How to add strings of one columns of the dataframe and form another column that will have the incremental value of the original column

Chaitanya Kirty

I have a DataFrame whose data I am pasting below:

+---------------+--------------+----------+------------+----------+
|name           |      DateTime|       Seq|sessionCount|row_number|
+---------------+--------------+----------+------------+----------+
|            abc| 1521572913344|        17|           5|         1|
|            xyz| 1521572916109|        17|           5|         2|
|           rafa| 1521572916118|        17|           5|         3|
|             {}| 1521572916129|        17|           5|         4|
|     experience| 1521572917816|        17|           5|         5|
+---------------+--------------+----------+------------+----------+

The column 'name' is of type string. I want a new column "effective_name" which will contain the incremental values of "name" like shown below:

+---------------+--------------+----------+------------+----------+-------------------------+
|name          | DateTime |sessionSeq|sessionCount|row_number |effective_name|
+---------------+--------------+----------+------------+----------+-------------------------+
|abc            |1521572913344 |17        |5           |1         |abc                      |
|xyz            |1521572916109 |17        |5           |2         |abcxyz                   |
|rafa           |1521572916118 |17        |5           |3         |abcxyzrafa               |
|{}             |1521572916129 |17        |5           |4         |abcxyzrafa{}             |
|experience     |1521572917816 |17        |5           |5         |abcxyzrafa{}experience   |
+---------------+--------------+----------+------------+----------+-------------------------+

The new column contains the incremental concatenation of its previous values of the name column.

pault

You can achieve this by using a pyspark.sql.Window, which orders by the clientDateTime, pyspark.sql.functions.concat_ws, and pyspark.sql.functions.collect_list:

import pyspark.sql.functions as f
from pyspark.sql import Window

w = Window.orderBy("DateTime")  # define Window for ordering

df.drop("Seq", "sessionCount", "row_number").select(
    "*",
    f.concat_ws(
        "",
        f.collect_list(f.col("name")).over(w)
    ).alias("effective_name")
).show(truncate=False)
#+---------------+--------------+-------------------------+
#|name           |      DateTime|effective_name           |
#+---------------+--------------+-------------------------+
#|abc            |1521572913344 |abc                      |
#|xyz            |1521572916109 |abcxyz                   |
#|rafa           |1521572916118 |abcxyzrafa               |
#|{}             |1521572916129 |abcxyzrafa{}             |
#|experience     |1521572917816 |abcxyzrafa{}experience   |
#+---------------+--------------+-------------------------+

I dropped "Seq", "sessionCount", "row_number" to make the output display friendlier.

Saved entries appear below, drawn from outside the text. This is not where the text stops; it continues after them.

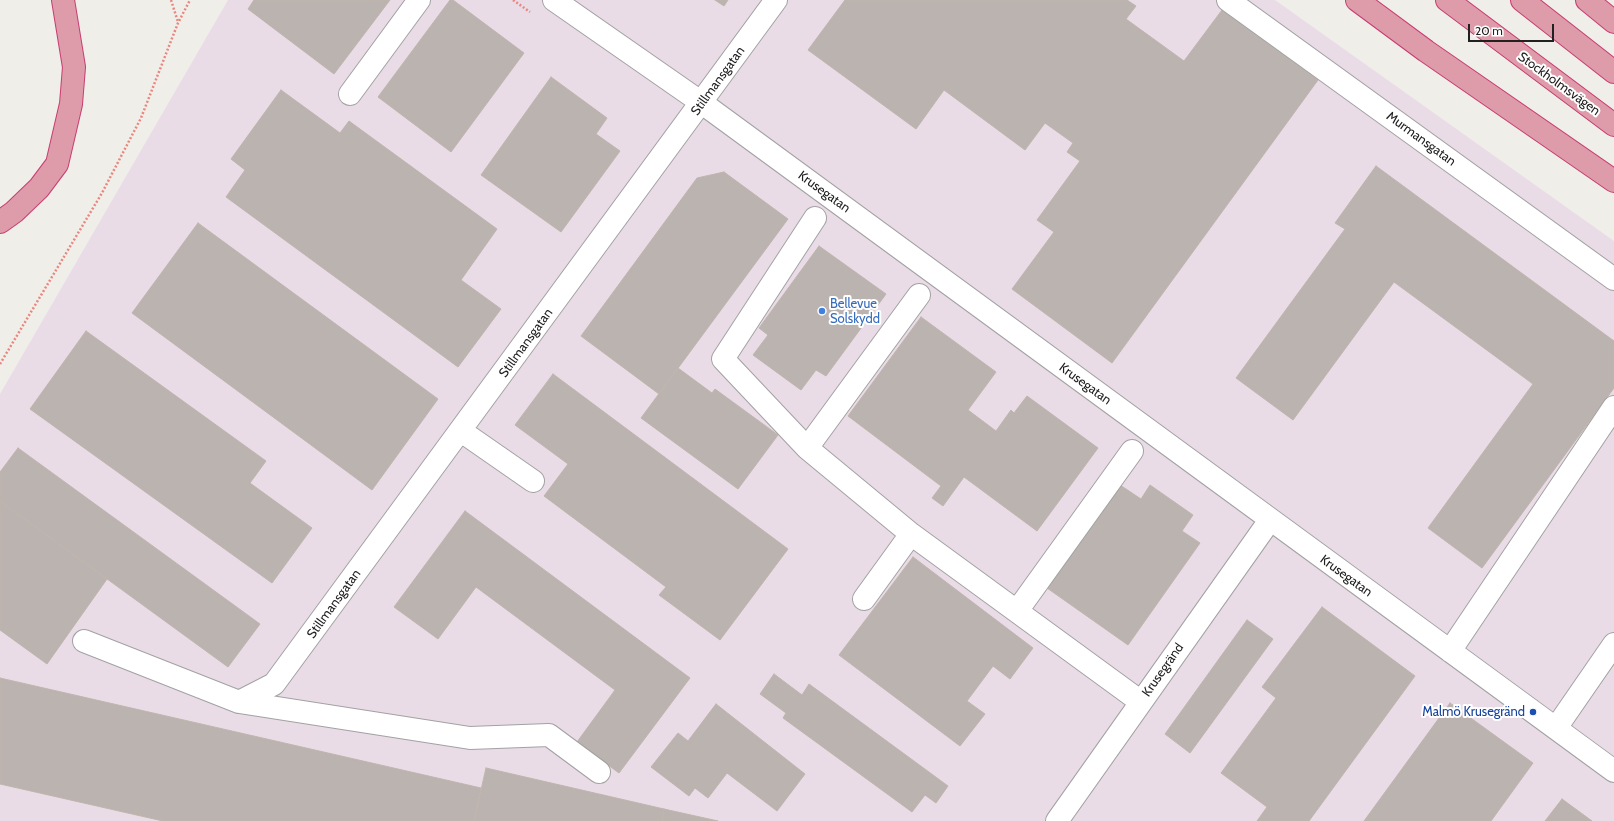 <!DOCTYPE html>
<meta charset="utf-8">
<style>
body{margin:0}
#map{position:relative;width:1614px;height:821px;overflow:hidden;background:#f0eee9;font-family:Cabin,sans-serif}
canvas{display:block}
.scale{position:absolute;left:1468px;top:24px;width:86px;height:18px;box-sizing:border-box;border:2px solid #212121;border-top:0;padding-left:5px;font-size:12px;line-height:14px;white-space:nowrap;color:#212121;-webkit-text-stroke:3px #fff;paint-order:stroke}
</style>
<div id="map">
<canvas width="1614" height="821"></canvas>
<div class="scale">20 m</div>
</div>
<script>
const ctx = document.querySelector('canvas').getContext('2d');
ctx.lineJoin = 'round';
function fillPath(path, color) { ctx.fillStyle = color; ctx.fill(path, 'evenodd'); }
const shape = rows => new Path2D(rows.map(r => 'M' + r).join(''));
function stroke(path, color, width, dash) { ctx.strokeStyle = color; ctx.lineWidth = width; ctx.lineCap = dash ? 'butt' : 'round'; ctx.setLineDash(dash || []); ctx.stroke(path); }
function label(font, color, halo, rows, align = 'center') {
  ctx.font = font + ' Cabin,sans-serif'; ctx.lineWidth = 4; ctx.setLineDash([]); ctx.textBaseline = 'middle'; ctx.strokeStyle = halo; ctx.fillStyle = color; for (const [text, x, y, turn = 0] of rows) {
    ctx.save(); ctx.translate(x, y); ctx.rotate((+turn || 0) * Math.PI / 180); ctx.textAlign = isNaN(turn) ? turn : align; if (halo) ctx.strokeText(text, 0, 0); ctx.fillText(text, 0, 0); ctx.restore();
  }
}
fillPath(shape([
 [228,0,1275,0,1614,241,1614,821,0,821,0,394]
]), '#e9dce7');
const building = shape([
 [254,0,390,0,334,74,248,9,254,0],
 [450,0,453,0,524,53,451,152,378,97,450,0],
 [715,0,728,0,724,6,715,0],
 [845,0,1127,0,1136,6,1126,19,1184,61,1222,10,1318,80,1112,363,1012,289,1054,232,1037,220,1080,161,1067,152,1073,143,1045,123,1025,150,944,90,916,129,808,50,845,0],
 [551,77,607,118,596,134,620,151,561,232,481,175,551,77],
 [281,90,340,133,349,121,497,229,461,280,501,309,458,367,226,197,245,170,231,159,281,90],
 [1376,166,1614,341,1614,388,1482,568,1428,528,1533,384,1394,282,1293,420,1236,378,1345,229,1335,223,1376,166],
 [724,172,788,219,659,394,581,336,697,178,724,172],
 [198,223,438,399,372,490,132,313,198,223],
 [819,246,886,294,826,376,816,370,801,390,753,355,768,335,759,328,819,246],
 [921,317,996,372,968,410,996,431,1011,410,1014,413,1027,396,1098,448,1037,531,964,477,943,506,932,498,941,486,848,416,921,317],
 [86,331,266,461,250,483,312,528,272,583,30,409,86,331],
 [678,368,712,393,715,389,778,435,738,489,641,418,678,368],
 [553,374,788,549,720,640,659,595,666,587,544,496,568,464,515,425,553,374],
 [18,448,260,624,228,667,0,501,0,472,18,448],
 [1120,485,1141,499,1150,485,1193,515,1182,531,1200,543,1128,645,1047,588,1120,485],
 [0,501,107,579,47,664,0,630,0,501],
 [465,511,690,678,619,773,577,742,615,690,476,587,438,639,394,607,465,511],
 [913,557,1033,648,1010,679,993,666,967,701,985,714,960,746,839,655,913,557],
 [1322,607,1415,676,1309,821,1257,821,1267,807,1221,773,1276,698,1262,687,1322,607],
 [1247,620,1273,639,1190,753,1165,734,1247,620],
 [774,674,802,695,809,684,948,786,936,803,925,795,912,812,783,718,786,713,760,694,774,674],
 [0,678,481,788,474,821,163,821,0,784,0,678],
 [1450,703,1533,763,1491,821,1364,821,1450,703],
 [716,704,805,774,777,811,727,773,708,798,695,788,689,796,651,767,678,733,688,741,716,704],
 [486,768,664,809,662,821,474,821,486,768],
 [1562,799,1592,821,1545,821,1562,799],
 [664,809,718,821,662,821,664,809]
]);
fillPath(building, '#bab3af');
stroke(building, '#c1b5ad', 1);
const minor = shape([
 [554,0,702,103,1614,771],
 [1228,0,1614,279],
 [350,94,419,0],
 [461,431,533,481],
 [807,448,723,359,815,218],
 [911,534,807,448,919,295],
 [864,599,911,534,1141,702],
 [1017,611,1132,451],
 [84,641,239,702,274,684,776,0],
 [1450,651,1614,407],
 [239,702,470,738,549,735,599,772],
 [1556,728,1614,644],
 [1057,821,1270,520]
]);
const highway = shape([
 [1357,0,1426,51,1614,181],
 [1447,0,1614,125],
 [1522,0,1614,72],
 [1587,0,1614,22],
 [0,222,14,212,39,188,57,164,71,104,74,67,63,0]
]);
stroke(minor, '#a2a2a2', 24);
stroke(highway, '#c73d73', 24);
stroke(shape([
 [171,0,178,22],
 [513,0,530,12],
 [0,364,102,193,141,118,178,23,190,0]
]), '#ea8680', 2.5, [2, 2]);
stroke(minor, '#fff', 22);
stroke(highway, '#de9baa', 22);
for (const [x, y, r, color] of [
 [822,311,4,"#3f7fe0"],
 [1533,712,4,"#1a4fb4"]
]) { const dot = new Path2D(); dot.arc(x, y, r, 0, 2 * Math.PI); ctx.fillStyle = color; ctx.fill(dot); stroke(dot, '#fff', 1.5); }
label('13px', '#212121', '#fff', [
 ["Stillmansgatan",718,81,-54],
 ["Stockholmsvägen",1559,84,36],
 ["Murmansgatan",1421,139,36],
 ["Krusegatan",824,192,36],
 ["Stillmansgatan",526,343,-54],
 ["Krusegatan",1085,384,36],
 ["Krusegatan",1346,576,36],
 ["Stillmansgatan",334,604,-54],
 ["Krusegränd",1163,670,-55]
]);
label('13px', '#366cbe', '#fff', [
 ["Bellevue",830,304],
 ["Solskydd",830,319]
], 'left');
label('13px', '#164399', '#fff', [
 ["Malmö Krusegränd",1525,712]
], 'right');
</script>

If you needed to do this per group, you can add a partitionBy to the Window. Say in this case you want to group by sessionSeq, you can do the following:

w = Window.partitionBy("Seq").orderBy("DateTime")

df.drop("sessionCount", "row_number").select(
    "*",
    f.concat_ws(
        "",
        f.collect_list(f.col("name")).over(w)
    ).alias("effective_name")
).show(truncate=False)
#+---------------+--------------+----------+-------------------------+
#|name           |      DateTime|sessionSeq|effective_name           |
#+---------------+--------------+----------+-------------------------+
#|abc            |1521572913344 |17        |abc                      |
#|xyz            |1521572916109 |17        |abcxyz                   |
#|rafa           |1521572916118 |17        |abcxyzrafa               |
#|{}             |1521572916129 |17        |abcxyzrafa{}             |
#|experience     |1521572917816 |17        |abcxyzrafa{}experience   |
#+---------------+--------------+----------+-------------------------+

If you prefer to use withColumn, the above is equivalent to:

df.drop("sessionCount", "row_number").withColumn(
    "effective_name",
    f.concat_ws(
        "",
        f.collect_list(f.col("name")).over(w)
    )
).show(truncate=False)

Explanation

You want to apply a function over multiple rows, which is called an aggregation. With any aggregation, you need to define which rows to aggregate over and the order. We do this using a Window. In this case, w = Window.partitionBy("Seq").orderBy("DateTime") will partition the data by the Seq and sort by the DateTime.

We first apply the aggregate function collect_list("name") over the window. This gathers all of the values from the name column and puts them in a list. The order of insertion is defined by the Window's order.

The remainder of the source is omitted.